Records shown:
::::::::::

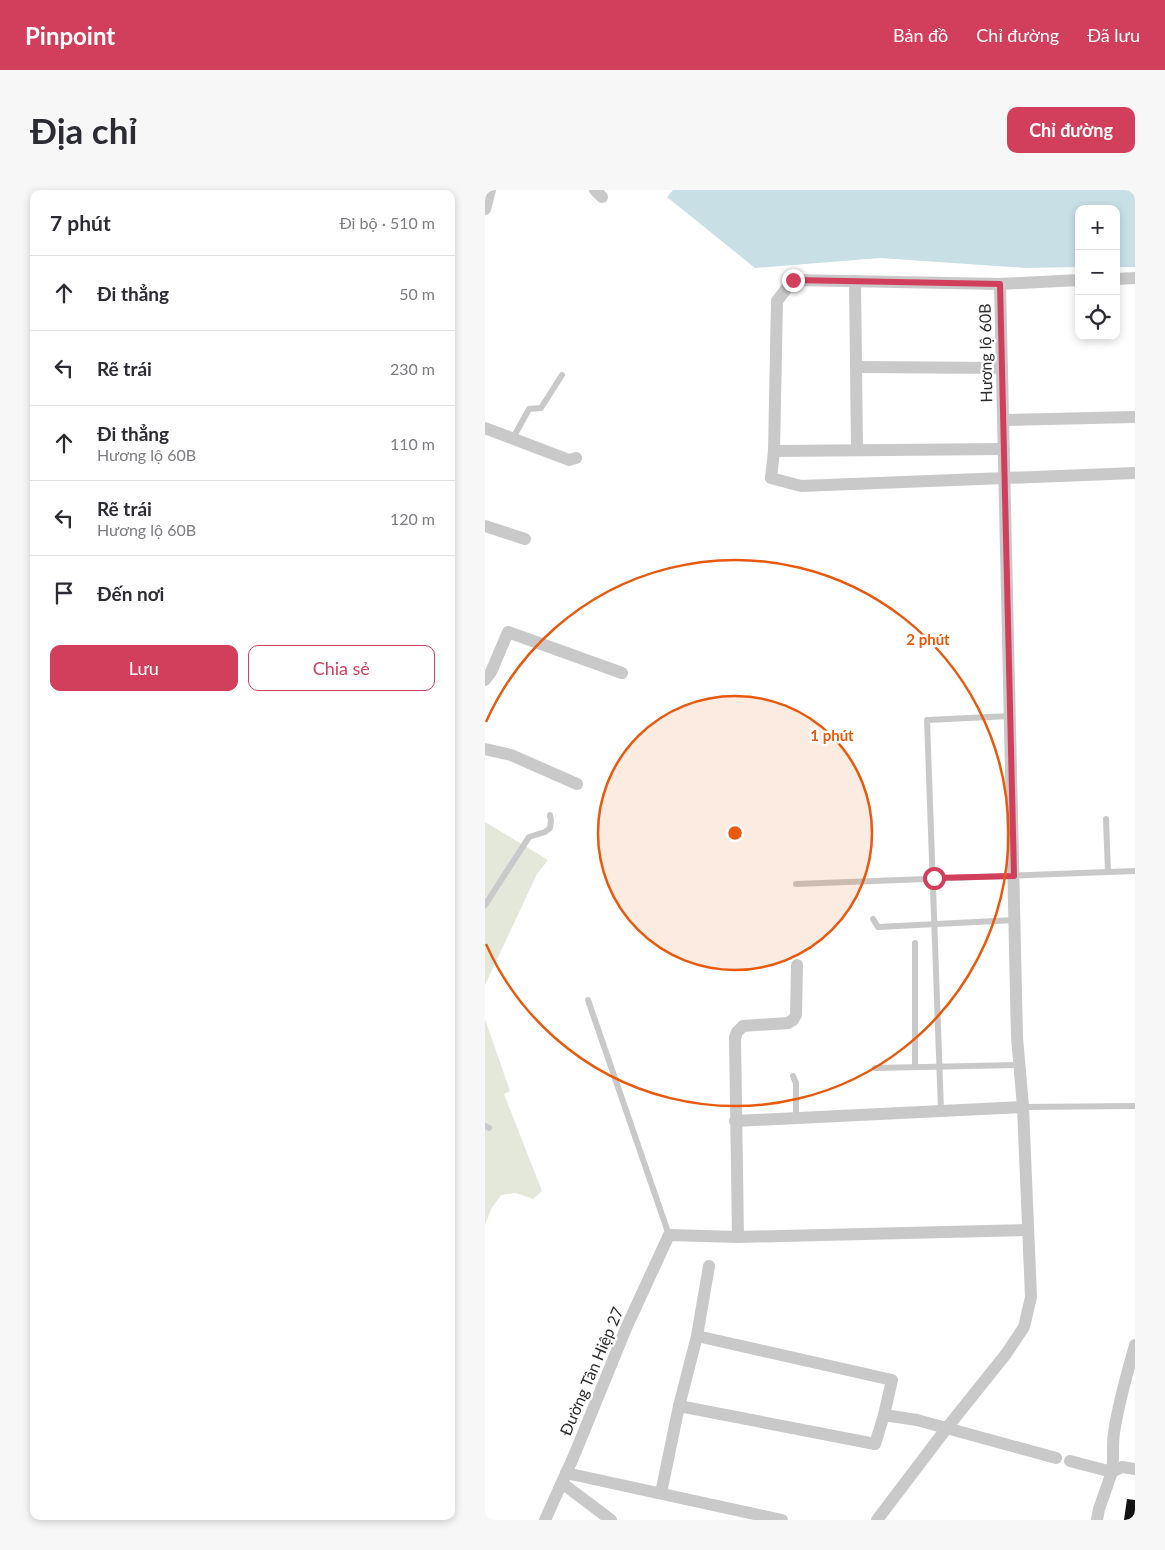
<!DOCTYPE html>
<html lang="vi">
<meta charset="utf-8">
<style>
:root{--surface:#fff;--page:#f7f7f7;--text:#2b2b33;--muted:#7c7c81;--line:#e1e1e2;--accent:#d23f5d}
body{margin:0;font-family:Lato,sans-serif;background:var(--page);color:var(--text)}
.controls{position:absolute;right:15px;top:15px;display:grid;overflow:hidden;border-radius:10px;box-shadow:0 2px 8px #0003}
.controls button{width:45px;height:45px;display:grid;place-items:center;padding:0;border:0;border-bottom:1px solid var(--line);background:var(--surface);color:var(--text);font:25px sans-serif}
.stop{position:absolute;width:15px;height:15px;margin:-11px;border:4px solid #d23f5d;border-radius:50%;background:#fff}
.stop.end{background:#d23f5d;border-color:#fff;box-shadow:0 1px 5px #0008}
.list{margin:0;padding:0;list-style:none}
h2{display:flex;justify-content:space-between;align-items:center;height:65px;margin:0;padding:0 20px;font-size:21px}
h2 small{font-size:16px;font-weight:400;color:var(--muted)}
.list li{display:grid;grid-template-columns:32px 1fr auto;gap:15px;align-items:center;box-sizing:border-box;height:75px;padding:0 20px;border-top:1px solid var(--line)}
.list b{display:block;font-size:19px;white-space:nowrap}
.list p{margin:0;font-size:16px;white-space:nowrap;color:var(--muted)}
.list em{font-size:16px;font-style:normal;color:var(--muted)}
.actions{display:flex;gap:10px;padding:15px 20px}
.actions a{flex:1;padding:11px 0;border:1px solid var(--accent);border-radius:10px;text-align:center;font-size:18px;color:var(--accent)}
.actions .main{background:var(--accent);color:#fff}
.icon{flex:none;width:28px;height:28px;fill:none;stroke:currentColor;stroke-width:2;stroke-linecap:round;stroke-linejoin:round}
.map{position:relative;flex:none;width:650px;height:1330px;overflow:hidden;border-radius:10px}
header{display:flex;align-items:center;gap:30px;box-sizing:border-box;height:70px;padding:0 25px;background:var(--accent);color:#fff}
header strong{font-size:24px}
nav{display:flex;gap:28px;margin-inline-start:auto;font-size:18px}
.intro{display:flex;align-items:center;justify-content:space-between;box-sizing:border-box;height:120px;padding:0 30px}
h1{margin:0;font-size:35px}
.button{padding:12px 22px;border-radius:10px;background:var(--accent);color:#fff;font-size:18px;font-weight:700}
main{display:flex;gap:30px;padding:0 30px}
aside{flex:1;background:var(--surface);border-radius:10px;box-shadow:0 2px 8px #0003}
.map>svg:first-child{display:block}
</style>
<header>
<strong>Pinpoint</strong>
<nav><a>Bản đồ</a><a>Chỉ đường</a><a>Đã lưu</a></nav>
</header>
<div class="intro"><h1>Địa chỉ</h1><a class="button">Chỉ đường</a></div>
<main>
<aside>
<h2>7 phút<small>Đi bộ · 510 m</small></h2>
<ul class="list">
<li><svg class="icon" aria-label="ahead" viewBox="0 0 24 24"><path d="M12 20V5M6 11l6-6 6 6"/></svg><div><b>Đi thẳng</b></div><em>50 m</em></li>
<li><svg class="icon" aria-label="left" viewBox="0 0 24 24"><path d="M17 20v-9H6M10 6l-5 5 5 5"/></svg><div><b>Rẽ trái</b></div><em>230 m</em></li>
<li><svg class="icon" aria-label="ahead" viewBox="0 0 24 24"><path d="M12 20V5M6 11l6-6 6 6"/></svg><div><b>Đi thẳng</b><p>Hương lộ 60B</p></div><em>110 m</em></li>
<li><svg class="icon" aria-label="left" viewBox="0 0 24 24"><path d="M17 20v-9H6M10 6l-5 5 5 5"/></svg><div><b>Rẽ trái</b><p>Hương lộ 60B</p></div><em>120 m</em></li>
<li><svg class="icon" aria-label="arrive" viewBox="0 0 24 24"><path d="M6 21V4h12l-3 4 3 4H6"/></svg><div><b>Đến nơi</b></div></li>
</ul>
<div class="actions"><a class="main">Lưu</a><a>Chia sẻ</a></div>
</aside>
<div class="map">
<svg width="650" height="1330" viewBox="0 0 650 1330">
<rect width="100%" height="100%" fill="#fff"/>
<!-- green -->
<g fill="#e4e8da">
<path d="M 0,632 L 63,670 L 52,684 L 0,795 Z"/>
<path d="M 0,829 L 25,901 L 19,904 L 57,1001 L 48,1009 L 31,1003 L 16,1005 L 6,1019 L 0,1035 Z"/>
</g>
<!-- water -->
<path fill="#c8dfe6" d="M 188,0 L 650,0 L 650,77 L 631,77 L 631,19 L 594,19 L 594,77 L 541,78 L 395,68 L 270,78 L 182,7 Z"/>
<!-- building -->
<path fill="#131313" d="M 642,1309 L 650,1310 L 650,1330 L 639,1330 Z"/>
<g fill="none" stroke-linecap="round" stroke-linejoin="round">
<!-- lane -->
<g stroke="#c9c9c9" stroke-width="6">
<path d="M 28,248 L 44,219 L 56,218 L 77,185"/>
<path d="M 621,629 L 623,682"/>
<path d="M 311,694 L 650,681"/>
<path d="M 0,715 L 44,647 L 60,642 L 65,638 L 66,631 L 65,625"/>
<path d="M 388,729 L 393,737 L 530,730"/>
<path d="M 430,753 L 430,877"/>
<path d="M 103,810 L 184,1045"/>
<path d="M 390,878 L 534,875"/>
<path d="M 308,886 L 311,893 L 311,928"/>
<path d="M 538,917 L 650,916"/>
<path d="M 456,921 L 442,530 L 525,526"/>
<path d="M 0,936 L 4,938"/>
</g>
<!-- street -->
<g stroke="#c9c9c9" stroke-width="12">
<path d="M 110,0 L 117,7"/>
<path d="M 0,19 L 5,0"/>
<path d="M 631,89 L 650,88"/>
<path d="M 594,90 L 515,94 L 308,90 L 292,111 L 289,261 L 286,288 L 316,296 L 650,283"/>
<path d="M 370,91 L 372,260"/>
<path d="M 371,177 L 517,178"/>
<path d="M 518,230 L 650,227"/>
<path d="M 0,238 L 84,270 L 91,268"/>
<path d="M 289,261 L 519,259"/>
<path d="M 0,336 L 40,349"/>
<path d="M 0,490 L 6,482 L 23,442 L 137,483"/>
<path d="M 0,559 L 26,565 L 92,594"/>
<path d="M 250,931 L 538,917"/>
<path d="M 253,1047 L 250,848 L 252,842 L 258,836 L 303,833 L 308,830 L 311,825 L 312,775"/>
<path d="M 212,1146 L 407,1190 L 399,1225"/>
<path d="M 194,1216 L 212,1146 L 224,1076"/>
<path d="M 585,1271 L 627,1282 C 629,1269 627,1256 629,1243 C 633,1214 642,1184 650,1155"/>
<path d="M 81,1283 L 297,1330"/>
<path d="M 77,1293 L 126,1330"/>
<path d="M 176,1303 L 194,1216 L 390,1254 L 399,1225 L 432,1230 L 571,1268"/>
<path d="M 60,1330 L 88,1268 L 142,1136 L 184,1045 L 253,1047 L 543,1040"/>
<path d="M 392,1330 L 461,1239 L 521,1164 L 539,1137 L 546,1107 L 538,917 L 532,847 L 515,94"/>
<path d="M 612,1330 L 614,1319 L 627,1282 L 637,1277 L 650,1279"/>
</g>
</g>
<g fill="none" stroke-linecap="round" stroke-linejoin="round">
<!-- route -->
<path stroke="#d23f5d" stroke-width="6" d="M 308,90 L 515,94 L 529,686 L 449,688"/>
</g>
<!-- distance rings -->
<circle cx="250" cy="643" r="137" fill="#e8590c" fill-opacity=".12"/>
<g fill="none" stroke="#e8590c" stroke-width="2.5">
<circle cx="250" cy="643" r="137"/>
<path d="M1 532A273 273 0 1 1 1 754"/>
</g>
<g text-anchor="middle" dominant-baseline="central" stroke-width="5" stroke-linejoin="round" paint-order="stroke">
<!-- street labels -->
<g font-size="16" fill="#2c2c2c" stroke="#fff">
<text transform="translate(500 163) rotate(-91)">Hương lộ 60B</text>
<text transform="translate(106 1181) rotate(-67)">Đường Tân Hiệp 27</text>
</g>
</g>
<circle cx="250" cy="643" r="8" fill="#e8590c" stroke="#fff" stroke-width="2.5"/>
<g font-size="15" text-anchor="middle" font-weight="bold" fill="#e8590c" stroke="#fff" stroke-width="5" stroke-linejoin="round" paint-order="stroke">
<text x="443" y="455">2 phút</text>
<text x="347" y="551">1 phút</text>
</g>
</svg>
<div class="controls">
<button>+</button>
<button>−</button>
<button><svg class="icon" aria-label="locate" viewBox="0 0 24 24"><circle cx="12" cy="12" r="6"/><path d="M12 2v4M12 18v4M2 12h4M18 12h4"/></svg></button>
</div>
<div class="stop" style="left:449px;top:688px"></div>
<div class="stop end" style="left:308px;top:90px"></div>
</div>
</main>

::::::::::

To do:
Look through the entries and return every line where "header" appears.

Exercise response:
header{display:flex;align-items:center;gap:30px;box-sizing:border-box;height:70px;padding:0 25px;background:var(--accent);color:#fff}
header strong{font-size:24px}
<header>
</header>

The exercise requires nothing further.